Katie’s story of Christ-like ministry is told in parallel fashion by the use of diary entries and her commentary on those diary entries. In this way, the reader is introduced to each of her daughters as the Lord sent them and the desperate circumstances surrounding their adoption into her family. Her loving descriptions of each child show how intimately she knows and loves each of them. This parallel approach helped me because I am one who needs a little more repetition and review than others may want. This book also contains a section with several pages of photographs. I found this helpful because she references so many of these people in her stories.
One might ask, “Did Katie eventually intend to bring all of her daughters to America and make Americans out of them?” That question was answered for me by a story she related about her daughter Sumini. In her diary entry for February 13, 2009 Katie flatly states, “I cannot, no matter how hard I try, convince my children not to play with trash. They love it.” One day Katie was invited into the yard to the “store,” actually a bush with trash hanging all over it, broken boxes, dirty plastic bags, toilet paper rolls, milk carton etc. What did she do? She picked up some stones from the gravel driveway to use as currency and got some really good deals. She says, “My children are Ugandan to the core. I would never seek to change that.”
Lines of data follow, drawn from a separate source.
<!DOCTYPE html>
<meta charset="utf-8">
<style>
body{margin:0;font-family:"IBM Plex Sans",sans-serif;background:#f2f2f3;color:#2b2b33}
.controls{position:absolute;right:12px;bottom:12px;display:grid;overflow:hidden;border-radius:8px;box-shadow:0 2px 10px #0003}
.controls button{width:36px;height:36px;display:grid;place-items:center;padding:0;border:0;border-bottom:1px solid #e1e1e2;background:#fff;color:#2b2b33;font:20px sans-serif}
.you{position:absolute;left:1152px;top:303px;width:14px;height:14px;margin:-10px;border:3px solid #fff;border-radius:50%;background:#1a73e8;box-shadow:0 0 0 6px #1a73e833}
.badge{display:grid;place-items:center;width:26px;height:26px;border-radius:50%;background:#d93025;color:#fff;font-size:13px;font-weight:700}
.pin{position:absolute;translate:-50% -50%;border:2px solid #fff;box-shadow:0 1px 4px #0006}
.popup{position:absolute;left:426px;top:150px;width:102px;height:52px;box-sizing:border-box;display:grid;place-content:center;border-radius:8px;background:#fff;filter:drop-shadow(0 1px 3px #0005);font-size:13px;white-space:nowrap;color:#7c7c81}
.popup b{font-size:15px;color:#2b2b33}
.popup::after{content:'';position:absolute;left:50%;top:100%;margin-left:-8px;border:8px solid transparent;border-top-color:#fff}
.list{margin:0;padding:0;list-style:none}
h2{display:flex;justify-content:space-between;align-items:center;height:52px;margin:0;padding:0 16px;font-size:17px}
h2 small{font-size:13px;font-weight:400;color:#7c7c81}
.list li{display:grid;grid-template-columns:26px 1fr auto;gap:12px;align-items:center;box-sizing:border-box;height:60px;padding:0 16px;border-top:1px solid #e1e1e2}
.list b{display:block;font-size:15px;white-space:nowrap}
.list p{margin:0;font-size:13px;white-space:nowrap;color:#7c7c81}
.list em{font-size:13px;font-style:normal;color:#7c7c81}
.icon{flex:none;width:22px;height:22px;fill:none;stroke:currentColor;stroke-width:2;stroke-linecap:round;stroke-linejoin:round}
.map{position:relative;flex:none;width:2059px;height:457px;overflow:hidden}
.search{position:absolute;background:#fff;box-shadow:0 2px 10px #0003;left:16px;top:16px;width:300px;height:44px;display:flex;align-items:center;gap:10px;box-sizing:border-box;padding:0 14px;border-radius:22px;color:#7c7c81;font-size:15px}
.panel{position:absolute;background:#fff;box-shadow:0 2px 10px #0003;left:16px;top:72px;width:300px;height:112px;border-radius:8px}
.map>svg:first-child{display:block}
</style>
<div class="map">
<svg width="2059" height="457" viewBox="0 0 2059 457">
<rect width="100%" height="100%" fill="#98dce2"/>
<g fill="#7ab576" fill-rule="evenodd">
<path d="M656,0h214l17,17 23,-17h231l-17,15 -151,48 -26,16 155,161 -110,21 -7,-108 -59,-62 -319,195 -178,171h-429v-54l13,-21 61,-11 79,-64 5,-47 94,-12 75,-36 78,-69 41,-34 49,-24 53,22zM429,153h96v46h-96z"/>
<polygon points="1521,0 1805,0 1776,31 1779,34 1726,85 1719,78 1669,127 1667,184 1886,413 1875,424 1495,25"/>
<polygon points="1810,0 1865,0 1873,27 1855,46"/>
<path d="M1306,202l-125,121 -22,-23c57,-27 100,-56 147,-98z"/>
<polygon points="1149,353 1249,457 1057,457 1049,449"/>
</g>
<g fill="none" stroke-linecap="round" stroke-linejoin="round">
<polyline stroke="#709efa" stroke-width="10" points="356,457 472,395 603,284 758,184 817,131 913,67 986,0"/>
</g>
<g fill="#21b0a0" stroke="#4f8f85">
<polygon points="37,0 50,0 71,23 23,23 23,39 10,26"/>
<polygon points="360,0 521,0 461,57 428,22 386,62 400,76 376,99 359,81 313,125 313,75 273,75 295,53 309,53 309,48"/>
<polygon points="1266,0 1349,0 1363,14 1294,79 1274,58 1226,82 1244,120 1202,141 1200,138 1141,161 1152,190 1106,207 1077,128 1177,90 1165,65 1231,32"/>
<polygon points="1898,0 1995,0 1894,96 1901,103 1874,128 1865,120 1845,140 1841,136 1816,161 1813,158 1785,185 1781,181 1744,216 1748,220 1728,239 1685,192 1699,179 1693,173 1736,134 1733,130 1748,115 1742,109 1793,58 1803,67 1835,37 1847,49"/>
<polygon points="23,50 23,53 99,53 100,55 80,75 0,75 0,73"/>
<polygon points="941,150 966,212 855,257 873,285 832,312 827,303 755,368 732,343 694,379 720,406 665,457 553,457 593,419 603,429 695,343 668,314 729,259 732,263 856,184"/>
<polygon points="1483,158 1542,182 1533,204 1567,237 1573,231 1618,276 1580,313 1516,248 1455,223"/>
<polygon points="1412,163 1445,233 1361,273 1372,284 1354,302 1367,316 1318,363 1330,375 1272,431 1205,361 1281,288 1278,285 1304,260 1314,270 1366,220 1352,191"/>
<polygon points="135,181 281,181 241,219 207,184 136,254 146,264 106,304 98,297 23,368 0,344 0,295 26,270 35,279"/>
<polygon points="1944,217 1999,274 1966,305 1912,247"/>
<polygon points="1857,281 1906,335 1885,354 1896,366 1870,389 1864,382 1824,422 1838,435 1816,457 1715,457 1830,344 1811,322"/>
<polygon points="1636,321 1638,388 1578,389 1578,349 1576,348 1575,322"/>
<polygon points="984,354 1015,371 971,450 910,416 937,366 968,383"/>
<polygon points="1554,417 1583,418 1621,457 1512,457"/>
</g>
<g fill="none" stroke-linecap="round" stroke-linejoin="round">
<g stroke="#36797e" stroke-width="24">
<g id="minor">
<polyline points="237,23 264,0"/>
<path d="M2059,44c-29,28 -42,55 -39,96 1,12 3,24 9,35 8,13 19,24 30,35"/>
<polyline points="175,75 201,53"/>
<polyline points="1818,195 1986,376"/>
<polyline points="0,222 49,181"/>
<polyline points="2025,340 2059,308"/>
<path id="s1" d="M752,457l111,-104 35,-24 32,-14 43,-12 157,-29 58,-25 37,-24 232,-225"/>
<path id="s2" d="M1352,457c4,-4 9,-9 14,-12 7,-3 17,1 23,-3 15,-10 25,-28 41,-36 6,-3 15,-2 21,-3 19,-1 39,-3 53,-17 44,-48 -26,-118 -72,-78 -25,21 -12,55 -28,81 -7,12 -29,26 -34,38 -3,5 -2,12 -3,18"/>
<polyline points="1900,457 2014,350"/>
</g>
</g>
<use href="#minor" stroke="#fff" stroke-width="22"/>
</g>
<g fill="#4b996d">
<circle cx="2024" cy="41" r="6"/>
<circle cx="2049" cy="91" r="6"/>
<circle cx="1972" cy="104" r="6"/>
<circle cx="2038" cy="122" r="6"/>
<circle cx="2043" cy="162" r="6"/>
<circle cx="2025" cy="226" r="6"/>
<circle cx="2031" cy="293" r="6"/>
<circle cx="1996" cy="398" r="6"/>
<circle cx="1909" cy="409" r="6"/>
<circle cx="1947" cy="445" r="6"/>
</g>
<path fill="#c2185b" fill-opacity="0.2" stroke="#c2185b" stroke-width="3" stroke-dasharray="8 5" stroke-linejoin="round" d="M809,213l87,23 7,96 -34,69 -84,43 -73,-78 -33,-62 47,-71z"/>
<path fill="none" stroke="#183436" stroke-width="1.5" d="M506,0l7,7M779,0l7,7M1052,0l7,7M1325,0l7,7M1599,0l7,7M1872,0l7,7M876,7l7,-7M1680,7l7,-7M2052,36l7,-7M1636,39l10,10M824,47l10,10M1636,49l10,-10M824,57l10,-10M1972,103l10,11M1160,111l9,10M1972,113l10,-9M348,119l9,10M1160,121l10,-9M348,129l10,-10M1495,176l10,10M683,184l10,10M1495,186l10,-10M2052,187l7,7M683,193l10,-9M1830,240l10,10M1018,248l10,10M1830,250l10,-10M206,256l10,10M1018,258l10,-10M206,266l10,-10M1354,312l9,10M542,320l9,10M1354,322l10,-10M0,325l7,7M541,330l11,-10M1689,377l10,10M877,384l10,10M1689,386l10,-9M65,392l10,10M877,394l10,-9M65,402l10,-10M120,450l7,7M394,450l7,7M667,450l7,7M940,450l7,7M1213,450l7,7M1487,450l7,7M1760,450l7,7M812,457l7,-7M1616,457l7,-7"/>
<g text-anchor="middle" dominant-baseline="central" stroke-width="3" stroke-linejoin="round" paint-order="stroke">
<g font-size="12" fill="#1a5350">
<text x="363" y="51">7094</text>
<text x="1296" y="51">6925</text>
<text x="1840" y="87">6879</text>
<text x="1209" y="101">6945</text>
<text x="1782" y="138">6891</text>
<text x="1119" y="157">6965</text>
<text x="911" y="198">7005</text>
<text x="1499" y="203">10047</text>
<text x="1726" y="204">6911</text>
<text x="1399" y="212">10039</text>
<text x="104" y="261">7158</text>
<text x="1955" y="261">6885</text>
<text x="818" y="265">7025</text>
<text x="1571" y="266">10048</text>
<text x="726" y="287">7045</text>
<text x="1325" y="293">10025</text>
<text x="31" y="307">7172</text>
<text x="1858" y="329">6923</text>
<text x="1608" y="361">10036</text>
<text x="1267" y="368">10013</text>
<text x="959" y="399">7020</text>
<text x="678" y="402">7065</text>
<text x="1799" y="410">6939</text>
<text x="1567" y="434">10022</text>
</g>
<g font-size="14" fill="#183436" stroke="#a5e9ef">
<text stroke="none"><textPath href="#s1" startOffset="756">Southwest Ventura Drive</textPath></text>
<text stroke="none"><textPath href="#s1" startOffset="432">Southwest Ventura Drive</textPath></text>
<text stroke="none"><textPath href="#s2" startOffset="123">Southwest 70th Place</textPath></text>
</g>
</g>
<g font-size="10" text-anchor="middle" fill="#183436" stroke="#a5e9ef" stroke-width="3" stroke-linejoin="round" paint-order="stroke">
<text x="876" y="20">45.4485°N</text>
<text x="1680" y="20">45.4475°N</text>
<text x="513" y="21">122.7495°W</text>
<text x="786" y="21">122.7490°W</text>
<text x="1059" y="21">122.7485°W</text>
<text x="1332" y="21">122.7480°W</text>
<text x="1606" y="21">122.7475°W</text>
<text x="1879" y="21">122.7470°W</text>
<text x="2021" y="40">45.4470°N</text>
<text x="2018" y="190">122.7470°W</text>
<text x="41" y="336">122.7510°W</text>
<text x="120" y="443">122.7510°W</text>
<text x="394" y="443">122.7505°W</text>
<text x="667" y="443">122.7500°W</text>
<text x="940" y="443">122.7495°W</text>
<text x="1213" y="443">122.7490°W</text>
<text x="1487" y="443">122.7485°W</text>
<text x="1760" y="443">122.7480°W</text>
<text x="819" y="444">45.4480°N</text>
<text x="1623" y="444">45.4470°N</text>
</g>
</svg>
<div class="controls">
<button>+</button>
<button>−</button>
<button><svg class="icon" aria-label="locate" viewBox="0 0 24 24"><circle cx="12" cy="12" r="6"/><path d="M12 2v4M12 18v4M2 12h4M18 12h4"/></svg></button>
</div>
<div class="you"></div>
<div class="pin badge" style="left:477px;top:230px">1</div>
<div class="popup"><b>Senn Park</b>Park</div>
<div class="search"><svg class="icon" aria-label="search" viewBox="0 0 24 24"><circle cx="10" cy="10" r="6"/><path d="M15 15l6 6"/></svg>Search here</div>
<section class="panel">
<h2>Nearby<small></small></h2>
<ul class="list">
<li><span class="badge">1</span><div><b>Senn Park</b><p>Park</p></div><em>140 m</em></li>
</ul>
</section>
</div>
When I was first presented a copy of Kisses From Katie, I was interested to find out if Katie’s experience with Ugandans was anything like my own. In 2012 my wife and I joined a short-term missions trip with Hope Alive!, a missions organization that serves fragile families in Uganda. We witnessed some of the same squalor on a home visit in a Kampala slum that Katie describes. After reading this story I got out the pictures we took of the beautiful people we met in Uganda. I cannot tell you how profound it was to actually meet both of the children we sponsor. Katie’s story is a wake up call to me to write to Ukongo Abraham and Caroline, to try to encourage them in their faith and be a little more a part of there lives. I have been invited by Hope Alive! to teach elementary school in Gulu once their school gets established. If God calls me to this I hope that, like Katie Davis, I would be willing and able to love my students with abandon.”